I'm sure that very many like myself love spending time online. If it's not the internet, then, there is SOMETHING that people like me can't live without--games, cellphones, forums, the list goes on. We see God as important, we love our Father. We may pray every night, read our bibles, all that good stuff, but the time we spend doing what we feel we have to do, well... sometimes that time takes a little too much priority over everything else.

In my case, I've spent my whole life immersing myself in anything I could to live in a proverbial fantasy world. When it's not video games, it's either friends online or the internet in general. I shut myself off from my family, from people at school, and what little time I had to develop social skills was given to my imagination... and recently, it still is. I don't talk to people at school unless they happen to share a common interest (and those people are few, and I rarely speak to them as is... if ever.) I could care less for the jock, or the gangster, or anyone else. Faith? I don't even bother asking about it.

...And all this time, while I spent my life worrying about how to find my next "imaginary high", I threw away the great commission. I threw away what I was called to do... and I called myself a Christian?! If I could go back, right now, and see myself living the life I was then, I'd beat the living daylights out of me.

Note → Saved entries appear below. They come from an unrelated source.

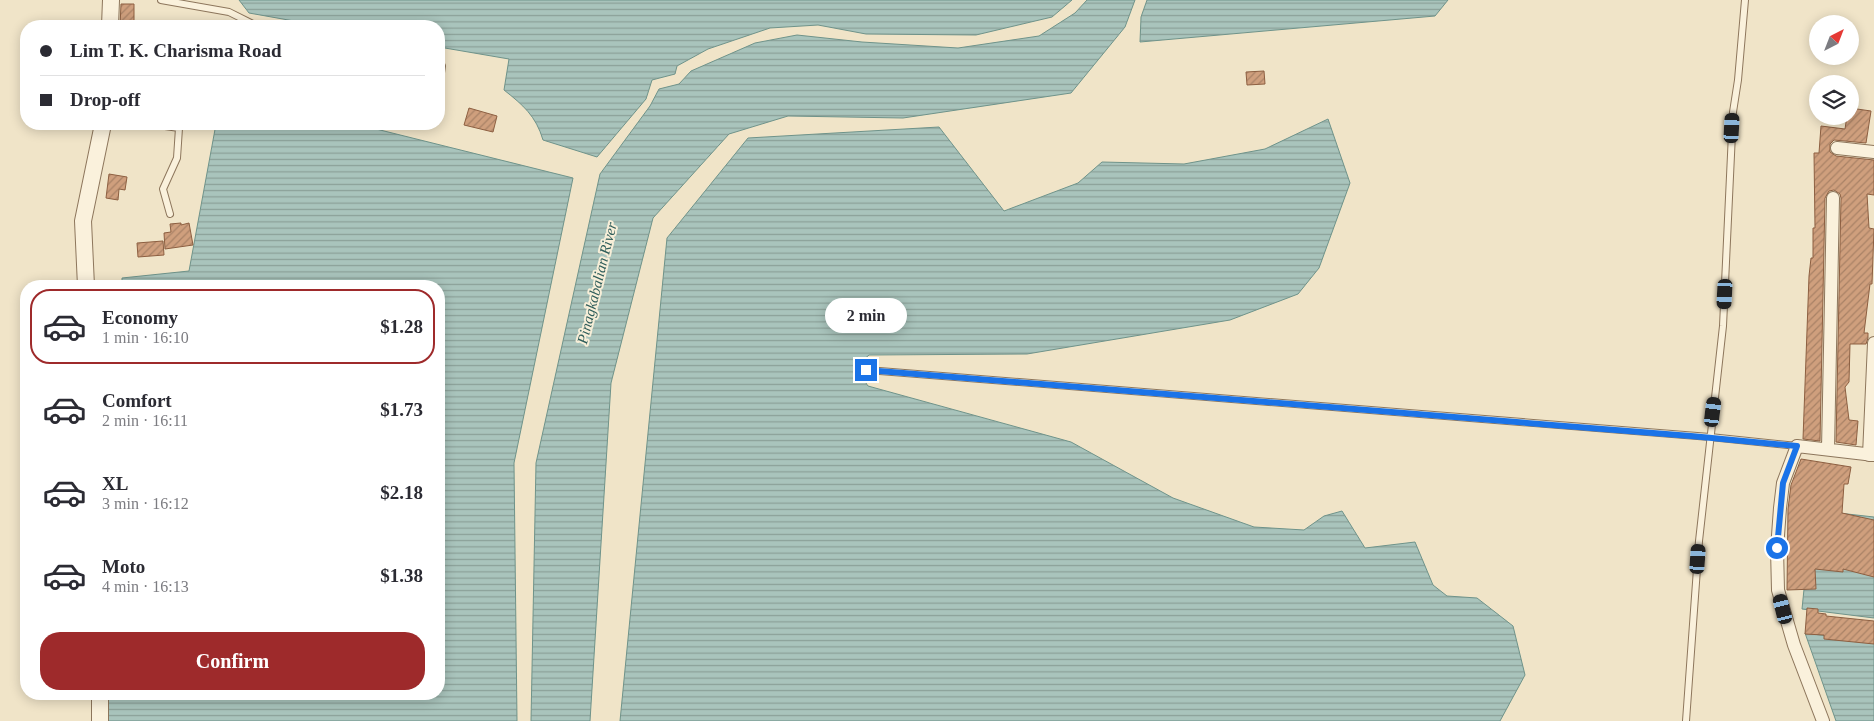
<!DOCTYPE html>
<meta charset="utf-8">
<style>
body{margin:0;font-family:Georgia,serif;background:#f7f7f7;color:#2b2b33;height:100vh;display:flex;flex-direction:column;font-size:19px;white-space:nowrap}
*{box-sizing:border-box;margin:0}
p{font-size:16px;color:#7c7c81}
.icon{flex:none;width:28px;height:28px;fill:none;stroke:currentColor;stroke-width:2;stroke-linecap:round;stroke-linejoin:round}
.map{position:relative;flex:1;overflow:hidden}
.side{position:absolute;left:20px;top:280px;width:425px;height:420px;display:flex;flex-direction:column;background:#fff;border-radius:20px;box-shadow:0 2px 12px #0003}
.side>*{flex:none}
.hud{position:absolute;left:20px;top:20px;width:425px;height:110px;border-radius:20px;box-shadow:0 2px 12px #0003;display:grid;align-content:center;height:110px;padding:0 20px;background:#fff}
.needle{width:32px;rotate:42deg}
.controls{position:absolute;left:1809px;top:15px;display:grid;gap:10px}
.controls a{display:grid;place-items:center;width:50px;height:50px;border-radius:50%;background:#fff;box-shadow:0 2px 12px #0003;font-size:25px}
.end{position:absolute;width:22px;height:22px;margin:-11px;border:6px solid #1a73e8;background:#fff;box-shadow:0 0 0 2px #fff}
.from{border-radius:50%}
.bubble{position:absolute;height:35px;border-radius:18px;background:#fff;box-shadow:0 2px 12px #0003;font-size:16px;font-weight:700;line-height:35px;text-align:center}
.car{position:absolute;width:15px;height:30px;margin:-15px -8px;border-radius:6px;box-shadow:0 0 4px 1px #0007;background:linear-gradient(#222 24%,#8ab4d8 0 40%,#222 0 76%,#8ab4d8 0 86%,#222 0)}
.hud b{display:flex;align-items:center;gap:18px;height:48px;font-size:19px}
.hud b+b{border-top:1px solid #e1e1e2}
.hud i{width:12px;height:12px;background:#2b2b33}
ul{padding:9px 0 0;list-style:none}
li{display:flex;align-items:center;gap:15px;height:75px;margin:0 10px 8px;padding:0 10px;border:2px solid transparent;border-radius:20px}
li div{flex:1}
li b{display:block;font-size:19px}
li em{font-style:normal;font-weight:700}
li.selected{border-color:#9e2a2b}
li>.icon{width:45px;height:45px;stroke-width:1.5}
.cta{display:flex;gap:10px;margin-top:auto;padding:10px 20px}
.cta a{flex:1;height:58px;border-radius:20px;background:#9e2a2b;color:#fff;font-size:20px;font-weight:700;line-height:58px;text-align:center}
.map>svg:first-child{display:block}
.water{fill:url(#water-rules);stroke:#6f938a}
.building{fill:url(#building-hatch);stroke:#8d5f41}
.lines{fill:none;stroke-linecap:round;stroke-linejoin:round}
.service-casing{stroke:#8d765c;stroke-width:8}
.minor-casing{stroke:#8d765c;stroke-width:14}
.tertiary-casing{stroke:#8d765c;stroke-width:18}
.service{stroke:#faf1dc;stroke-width:6}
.minor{stroke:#faf1dc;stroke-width:12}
.tertiary{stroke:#faf1dc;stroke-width:16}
.route{stroke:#1a73e8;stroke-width:6}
.labels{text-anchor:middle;stroke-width:4;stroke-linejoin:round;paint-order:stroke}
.water-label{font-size:15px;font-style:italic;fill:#2f5d5a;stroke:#f7eed8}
</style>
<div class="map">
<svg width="1874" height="721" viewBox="0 0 1874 721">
<defs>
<pattern id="water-rules" width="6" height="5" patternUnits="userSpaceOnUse" patternTransform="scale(1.25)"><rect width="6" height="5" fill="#a9c4bc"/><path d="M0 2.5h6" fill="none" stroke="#8ba098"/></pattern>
<pattern id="building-hatch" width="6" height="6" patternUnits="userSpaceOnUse" patternTransform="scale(1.25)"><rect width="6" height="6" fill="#cf9f7d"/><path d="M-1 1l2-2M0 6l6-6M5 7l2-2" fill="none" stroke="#a98266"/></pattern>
</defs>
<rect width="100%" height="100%" fill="#f0e4c8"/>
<!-- water -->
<path class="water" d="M239,0H1072L1052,17L976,35L866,34L818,25L770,28L708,49L677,66L675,74L652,80L646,99L597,157L543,140C536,116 523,105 504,90L509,59L439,47V26H322L249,13Z
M1087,0H1135L1125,27L1071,93L903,118L788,116L729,134L653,218L611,383L590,721H531L536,463L600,174L650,106L659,89L679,84L691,71L755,43L797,35L862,42L958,48L1039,36L1075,13Z
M1147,0H1448L1435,16L1140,42L1141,17Z
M1328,119L1350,183L1319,268L1298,294L1230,320L1027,354L869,355L855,367L868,386L1071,442L1173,498L1254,527L1304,530L1324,516L1342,511L1365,548L1415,542L1433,585L1447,596L1477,598L1513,626L1525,675L1500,721H620L667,238L748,138L939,127L1004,211L1078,183L1102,162L1184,164L1265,149Z
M216,124H356L573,178L514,463L517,721H99L100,694H439V286H122V278L189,271Z
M1812,510L1874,517V618L1802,609Z
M1805,633L1874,642V721H1836Z"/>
<!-- building -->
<path class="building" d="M121,4H134V26H120Z
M1264,71L1265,84L1247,85L1246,72Z
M469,108L497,116L493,132L464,125Z
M1850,108L1871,111L1866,143L1834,140L1830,144V152L1836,156L1874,160V195L1867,194L1869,228L1874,229L1872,284H1870L1864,333H1868V338L1866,344H1850L1849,382L1845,387L1849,420L1858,421L1856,445L1836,442L1841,198L1840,194L1834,190L1829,191L1825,198L1820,441L1803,439L1809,276L1811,258H1813V228H1815L1814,153H1819L1821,126L1845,129L1847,116H1850Z
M109,174L127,177L125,190L119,189L118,200L106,198Z
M181,223V225L189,223L193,245L165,249L164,233L171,232L170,224Z
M163,241L164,255L138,257L137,243Z
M1801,459L1851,467L1848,484H1844L1842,513L1874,520V577L1843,569V572L1815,569L1816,589L1787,590L1788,509L1791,485Z
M1807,608L1818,609V613L1826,614V616L1874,621V644L1824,639V635L1805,634Z"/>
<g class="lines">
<defs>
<path id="service" d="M161,0L229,12L257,26
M439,62L442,66L439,87
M151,124L179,128
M170,214L163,189L177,158L179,128L183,124
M867,370L1710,437L1797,446
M1686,721L1699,541L1723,326L1733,112L1738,80L1745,0"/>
<path id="minor" d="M1837,148L1874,152
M1828,449L1833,198
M1869,455L1874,343
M1823,721L1794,645L1778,590L1777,549L1780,508L1783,483L1797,446L1874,455"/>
<path id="tertiary" d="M110,26L111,0
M86,286L83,221L103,124
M100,721V694"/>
</defs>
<!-- service casing -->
<use href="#service" class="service-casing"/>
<!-- minor casing -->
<use href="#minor" class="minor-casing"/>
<!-- tertiary casing -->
<use href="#tertiary" class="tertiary-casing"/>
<!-- service -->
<use href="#service" class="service"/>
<!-- minor -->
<use href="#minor" class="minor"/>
<!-- tertiary -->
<use href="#tertiary" class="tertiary"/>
</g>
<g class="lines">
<!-- route -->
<path class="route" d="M866,370L1691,436L1797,446L1783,483L1777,548"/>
</g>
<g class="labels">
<!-- water labels -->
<g class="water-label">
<text transform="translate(597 283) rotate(-76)" y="5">Pinagkabalian River</text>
</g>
</g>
</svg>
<div class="controls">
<a><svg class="needle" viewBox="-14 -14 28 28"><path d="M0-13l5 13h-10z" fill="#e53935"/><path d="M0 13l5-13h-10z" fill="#7c7c81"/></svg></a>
<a><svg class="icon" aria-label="layers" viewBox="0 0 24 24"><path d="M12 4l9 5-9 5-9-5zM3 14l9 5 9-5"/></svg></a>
</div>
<i class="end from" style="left:1777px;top:548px"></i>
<i class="end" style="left:866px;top:370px"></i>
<div class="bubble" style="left:825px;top:298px;width:82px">2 min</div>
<i class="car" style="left:1732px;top:128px;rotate:3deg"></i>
<i class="car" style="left:1725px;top:294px;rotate:183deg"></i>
<i class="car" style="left:1713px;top:412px;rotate:7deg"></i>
<i class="car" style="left:1698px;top:559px;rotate:4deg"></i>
<i class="car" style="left:1783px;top:609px;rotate:346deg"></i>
<div class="hud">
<b><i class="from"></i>Lim T. K. Charisma Road</b>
<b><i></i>Drop-off</b>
</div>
<section class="side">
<ul>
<li class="selected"><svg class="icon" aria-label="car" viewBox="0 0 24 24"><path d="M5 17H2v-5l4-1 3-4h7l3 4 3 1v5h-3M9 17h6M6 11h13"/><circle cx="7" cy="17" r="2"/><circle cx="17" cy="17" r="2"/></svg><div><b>Economy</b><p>1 min · 16:10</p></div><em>$1.28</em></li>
<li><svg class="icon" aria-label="car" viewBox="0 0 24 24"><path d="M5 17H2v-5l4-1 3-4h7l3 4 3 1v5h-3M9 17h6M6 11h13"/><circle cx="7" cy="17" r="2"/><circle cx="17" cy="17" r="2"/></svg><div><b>Comfort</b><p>2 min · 16:11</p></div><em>$1.73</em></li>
<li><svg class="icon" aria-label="car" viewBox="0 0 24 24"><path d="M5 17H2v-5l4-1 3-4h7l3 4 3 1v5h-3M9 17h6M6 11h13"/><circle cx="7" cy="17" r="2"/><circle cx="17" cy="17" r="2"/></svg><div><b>XL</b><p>3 min · 16:12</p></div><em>$2.18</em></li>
<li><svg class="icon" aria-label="car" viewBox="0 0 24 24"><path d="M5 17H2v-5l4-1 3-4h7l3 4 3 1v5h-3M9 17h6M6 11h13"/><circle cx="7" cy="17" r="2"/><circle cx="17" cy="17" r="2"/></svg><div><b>Moto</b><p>4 min · 16:13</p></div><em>$1.38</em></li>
</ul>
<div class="cta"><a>Confirm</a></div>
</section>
</div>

This really started to hit me when Mom got onto me about being a furry. She doesn't bash us because of the furry hobby, heck she doesn't even understand it. But because of all the time I've spent, just like the time I've wasted on everything else that I got my hands on in the past, she sees us all as escapist children who are trying to avoid reality at all costs. You all know that that is just not true of us furs, or heck any hobby group.

I realized earlier whilst working in the yard that I'd wasted my life trying to escape into a fantasy. Whether it was my video games or wanting to be a wolf and actually trying to be one or whatever, I was always, and until today, always trying to find a venue to get out of life. In all this, I missed one HUGE picture: the Great Commission!

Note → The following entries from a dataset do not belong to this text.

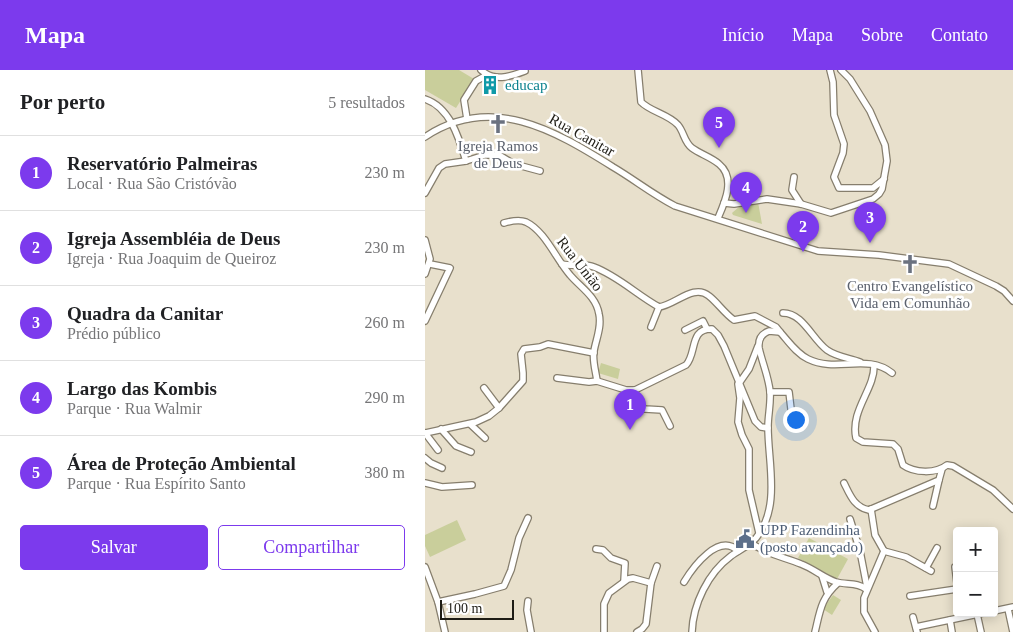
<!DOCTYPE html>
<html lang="pt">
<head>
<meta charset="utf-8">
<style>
	:root { --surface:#fff; --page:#f2f2f2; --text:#202124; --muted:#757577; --line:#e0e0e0; --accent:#7c3aed }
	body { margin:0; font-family:Georgia,serif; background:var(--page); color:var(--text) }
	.controls { position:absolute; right:15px; bottom:15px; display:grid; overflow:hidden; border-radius:5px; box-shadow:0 2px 12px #0003 }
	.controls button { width:45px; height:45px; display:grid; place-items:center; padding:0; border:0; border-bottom:1px solid var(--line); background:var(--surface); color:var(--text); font:25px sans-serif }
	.scale { position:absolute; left:15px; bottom:12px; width:74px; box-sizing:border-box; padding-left:5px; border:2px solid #1e1c15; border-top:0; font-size:14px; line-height:18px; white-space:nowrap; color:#1e1c15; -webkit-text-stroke:4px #fff; paint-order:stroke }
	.you { position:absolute; left:370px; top:349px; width:18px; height:18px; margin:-12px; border:4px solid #fff; border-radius:50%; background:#1a73e8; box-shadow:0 0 0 8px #1a73e833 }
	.badge { display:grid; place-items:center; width:32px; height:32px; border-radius:50%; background:var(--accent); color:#fff; font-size:16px; font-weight:700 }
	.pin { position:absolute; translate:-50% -41px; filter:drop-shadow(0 1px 2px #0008) }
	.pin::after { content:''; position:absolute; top:26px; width:18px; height:15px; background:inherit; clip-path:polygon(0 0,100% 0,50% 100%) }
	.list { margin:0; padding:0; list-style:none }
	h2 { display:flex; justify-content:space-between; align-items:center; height:65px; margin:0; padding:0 20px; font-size:21px }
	h2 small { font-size:16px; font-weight:400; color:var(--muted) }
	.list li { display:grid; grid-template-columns:32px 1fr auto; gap:15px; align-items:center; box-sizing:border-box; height:75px; padding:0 20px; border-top:1px solid var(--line) }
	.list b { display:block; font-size:19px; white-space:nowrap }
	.list p { margin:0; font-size:16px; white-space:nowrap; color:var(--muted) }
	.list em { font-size:16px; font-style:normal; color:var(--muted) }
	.actions { display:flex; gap:10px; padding:15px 20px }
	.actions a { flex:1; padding:11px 0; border:1px solid var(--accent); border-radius:5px; text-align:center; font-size:18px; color:var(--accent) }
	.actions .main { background:var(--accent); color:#fff }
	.map { position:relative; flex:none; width:588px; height:562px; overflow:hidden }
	header { display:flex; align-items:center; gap:30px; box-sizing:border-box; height:70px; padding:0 25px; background:var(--accent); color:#fff }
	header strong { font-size:24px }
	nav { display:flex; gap:28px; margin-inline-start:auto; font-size:18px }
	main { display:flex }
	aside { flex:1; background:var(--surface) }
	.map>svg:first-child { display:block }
	.park { fill:#c9ce9b }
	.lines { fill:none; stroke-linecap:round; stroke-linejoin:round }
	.street-casing { stroke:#867e6d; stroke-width:8 }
	.street { stroke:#fff; stroke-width:5.5 }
	.labels { text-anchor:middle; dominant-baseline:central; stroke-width:5; stroke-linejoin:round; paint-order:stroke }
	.culture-label { font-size:15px; fill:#0d838f; stroke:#fff; text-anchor:start }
	.street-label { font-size:15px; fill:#1e1c15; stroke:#fff }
	.worship-label { font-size:15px; fill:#5b616d; stroke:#fff }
	.service-label { font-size:15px; fill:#4e5e75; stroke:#fff; text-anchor:start }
</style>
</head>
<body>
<header>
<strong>Mapa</strong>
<nav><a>Início</a><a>Mapa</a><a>Sobre</a><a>Contato</a></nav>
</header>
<main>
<aside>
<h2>Por perto<small>5 resultados</small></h2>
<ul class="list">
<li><span class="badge">1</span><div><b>Reservatório Palmeiras</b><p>Local · Rua São Cristóvão</p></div><em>230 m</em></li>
<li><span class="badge">2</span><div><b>Igreja Assembléia de Deus</b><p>Igreja · Rua Joaquim de Queiroz</p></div><em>230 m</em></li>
<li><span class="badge">3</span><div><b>Quadra da Canitar</b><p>Prédio público</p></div><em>260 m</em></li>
<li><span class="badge">4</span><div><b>Largo das Kombis</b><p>Parque · Rua Walmir</p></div><em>290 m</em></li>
<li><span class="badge">5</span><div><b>Área de Proteção Ambiental</b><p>Parque · Rua Espírito Santo</p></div><em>380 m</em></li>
</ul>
<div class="actions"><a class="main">Salvar</a><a>Compartilhar</a></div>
</aside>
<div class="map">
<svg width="588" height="562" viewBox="0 0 588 562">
	<rect width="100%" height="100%" fill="#e8e0cc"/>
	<g class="park">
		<path d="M0 0H34L49 9 31 38 0 20Z"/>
		<path d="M333 132 337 154 308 145 307 143 315 136Z"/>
		<path d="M176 293 195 299 193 309 173 303Z"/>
		<path d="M32 450 41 470 5 487 0 476V465Z"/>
		<path d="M384 468 423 489 412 509 373 488Z"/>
		<path d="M408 525 416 530 407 545 398 539Z"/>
	</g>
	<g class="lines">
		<g class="street-casing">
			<g id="street">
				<path d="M56 0C69 12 84 7 100 1"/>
				<path d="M213 0 216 32C226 42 243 44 253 55 259 62 259 72 267 78 275 84 286 87 294 94 311 108 300 132 293 148"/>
				<path d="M405 0 408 12 409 45 419 74 418 83 409 107 414 118H448L459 109"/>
				<path d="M0 29C25 37 34 68 41 91"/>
				<path d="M42 49 39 30 51 11 62 5"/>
				<path d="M0 67C66 23 129 60 188 97 210 110 227 124 250 136L393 181 454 185 524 194 571 216 579 221 588 231"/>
				<path d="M369 107 367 120 376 134"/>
				<path d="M0 123 14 98 20 94 41 91 60 85H74L89 94 115 101"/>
				<path d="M299 133 309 134 342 129 376 134 406 143 448 129 454 124 457 119 462 91 460 75 445 41 425 9 416 0"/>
				<path d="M79 153C86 151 94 149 101 152 120 161 131 189 145 205 155 217 171 226 174 244 177 257 171 269 169 281 167 290 171 302 172 311"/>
				<path d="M0 170 5 189 0 204"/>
				<path d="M137 194C148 197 159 193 169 197 193 206 212 225 234 237 250 235 269 213 284 226 293 233 299 243 309 250L330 246 351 257 355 262"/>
				<path d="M358 243C378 243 387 269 402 280 412 287 424 288 435 292"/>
				<path d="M0 251 25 198 5 194"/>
				<path d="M226 257 234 237"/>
				<path d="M260 260 278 251 282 259"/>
				<path d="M449 295C450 319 425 340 431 368L438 372 468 374 473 379 478 395C489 403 511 404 522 395L528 396 568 420 588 439"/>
				<path d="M132 308 164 312 172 311 201 320H210L261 295C272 284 264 258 287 259L293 265 299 276 330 351 336 357 343 358"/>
				<path d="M315 312 324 299 333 276"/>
				<path d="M313 314 315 328 313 352 317 365 324 379V420L334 463"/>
				<path d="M59 318 74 338"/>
				<path d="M210 320V329L213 335 220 339 237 340 245 356"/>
				<path d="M345 322H364L366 339"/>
				<path d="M45 354 60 368"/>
				<path d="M16 359 31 376 46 382"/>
				<path d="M0 363 51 352 64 346 74 338 98 311V303L96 284 99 279 115 277 123 274 169 283"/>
				<path d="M0 363 13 380"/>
				<path d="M0 388 6 393 17 398"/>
				<path d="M0 413 17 417 47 415"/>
				<path d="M419 413C425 425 429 437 444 440L514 410 517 399"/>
				<path d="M508 436 514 410"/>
				<path d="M446 439 450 465 459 481"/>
				<path d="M425 449 435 481 442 517"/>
				<path d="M326 473C341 484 359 487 376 494 389 499 399 508 411 512 422 515 432 512 441 519"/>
				<path d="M171 479 178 480 186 488 200 493 199 511"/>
				<path d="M459 481 481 487 506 501"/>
				<path d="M0 497 13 532 20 562"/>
				<path d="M530 497 532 513"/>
				<path d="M501 498 512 478"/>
				<path d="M397 506 402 522"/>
				<path d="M259 512C268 497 294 462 313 481"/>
				<path d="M485 526 532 519"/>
				<path d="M103 531 102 540 106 562"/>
				<path d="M13 532 50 524 79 516 86 500 94 468 103 448"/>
				<path d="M583 539 588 562"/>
				<path d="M569 541 588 537"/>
				<path d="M552 544 556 562"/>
				<path d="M488 547 492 562"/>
				<path d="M525 550 527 562"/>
				<path d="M491 557 558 543"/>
				<path d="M179 562V534L184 523 203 509 208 508 226 513"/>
				<path d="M212 562 217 559 221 554 226 513 232 496"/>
				<path d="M267 562C268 534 283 503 306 486 314 480 324 476 331 468 356 437 343 393 343 357 343 345 346 334 345 322 344 308 337 292 334 278 333 270 336 264 344 261L355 262C364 272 371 283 383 289 412 303 442 283 467 303"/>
				<path d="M390 562C395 541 396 528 413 513"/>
				<path d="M450 562 439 542V528L459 481"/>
			</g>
		</g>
		<use href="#street" class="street"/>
	</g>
	<defs>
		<g id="building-bare" transform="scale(1.5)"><path d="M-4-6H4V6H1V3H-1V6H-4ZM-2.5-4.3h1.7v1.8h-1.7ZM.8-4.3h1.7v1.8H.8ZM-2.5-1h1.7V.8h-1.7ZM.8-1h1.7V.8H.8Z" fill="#0f9aa8" stroke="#fff" stroke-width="2.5" paint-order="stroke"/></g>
		<g id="church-bare" transform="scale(1.5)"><path d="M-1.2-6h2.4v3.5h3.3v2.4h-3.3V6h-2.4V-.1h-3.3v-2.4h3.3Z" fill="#6b7280" stroke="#fff" stroke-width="2.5" paint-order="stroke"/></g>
		<g id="civic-bare" transform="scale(1.5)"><path d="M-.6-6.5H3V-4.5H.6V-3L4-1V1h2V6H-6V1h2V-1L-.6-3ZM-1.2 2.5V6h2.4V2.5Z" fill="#5c6f8a" stroke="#fff" stroke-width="2.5" paint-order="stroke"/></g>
	</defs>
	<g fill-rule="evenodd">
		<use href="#building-bare" x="65" y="15"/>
		<use href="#church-bare" x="73" y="54"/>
		<use href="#church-bare" x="485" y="194"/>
		<use href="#civic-bare" x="320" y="469"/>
	</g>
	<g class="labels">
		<g class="culture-label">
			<text x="80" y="15">educap</text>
		</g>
		<g class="street-label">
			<text transform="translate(157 65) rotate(29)">Rua Canitar</text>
			<text transform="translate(155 194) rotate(52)">Rua União</text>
		</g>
		<g class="worship-label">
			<text x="73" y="76">Igreja Ramos<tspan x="73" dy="17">de Deus</tspan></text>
			<text x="485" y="216">Centro Evangelístico<tspan x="485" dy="17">Vida em Comunhão</tspan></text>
		</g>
		<g class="service-label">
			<text x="335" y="460">UPP Fazendinha<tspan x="335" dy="17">(posto avançado)</tspan></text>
		</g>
	</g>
</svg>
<div class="controls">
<button>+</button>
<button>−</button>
</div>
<div class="scale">100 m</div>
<div class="you"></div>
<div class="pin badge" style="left:205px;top:360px">1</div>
<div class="pin badge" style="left:378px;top:182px">2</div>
<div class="pin badge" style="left:445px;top:173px">3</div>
<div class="pin badge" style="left:321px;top:143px">4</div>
<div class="pin badge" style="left:294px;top:78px">5</div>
</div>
</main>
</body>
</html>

All the time I spent wasting in an attempt to escape reality is time I could've spent building friendships. In the bible, a passage in the New Testament reads that Paul became all things to all men so that he might save some. In this, I have sinned something awful. I disregarded the interests of others, I secluded myself into my own world for the past 8 years... and it cost me a lot of potential friends, and it ruined a lot of chances that I could've had to share the love of Jesus, which is why we're alive in the first place, to live for our Father, and to share His love with everyone.

Even recently, when all these wonderful changes are unfolding and I'm growing more and more in Jesus each day, I still seek escape. Tell me, how is that gonna save anyone? I can't walk up to someone and say "Oh, look at all the faith points Jesus has given me. I'm such a good Christian and Jesus loves me." It just doesn't work that way.

My main thing in all this is: My priorities have been out of whack for a long time. My main priority, for the past 8 years if not longer, has been looking for a way to get into my fantasy world and stay there. That purpose is reflected in how I wasted in how I spent my time doing everything from playing too many video games to trying to turn into a wolf to roleplaying... everything was wasted.

I'm not saying those things are bad and evil and should never be done (well, the wolf thing was bad... don't do that :P), but... God should always be first. He gave you everything you have, gave me everything I have... and I should be showing my blessings to everyone I know through my actions and love for others, no matter who and what they are.

...So my prayer is that I keep God first, and that He will ALWAYS be my first priority... and I pray the same for every Christian fur and Christian alike.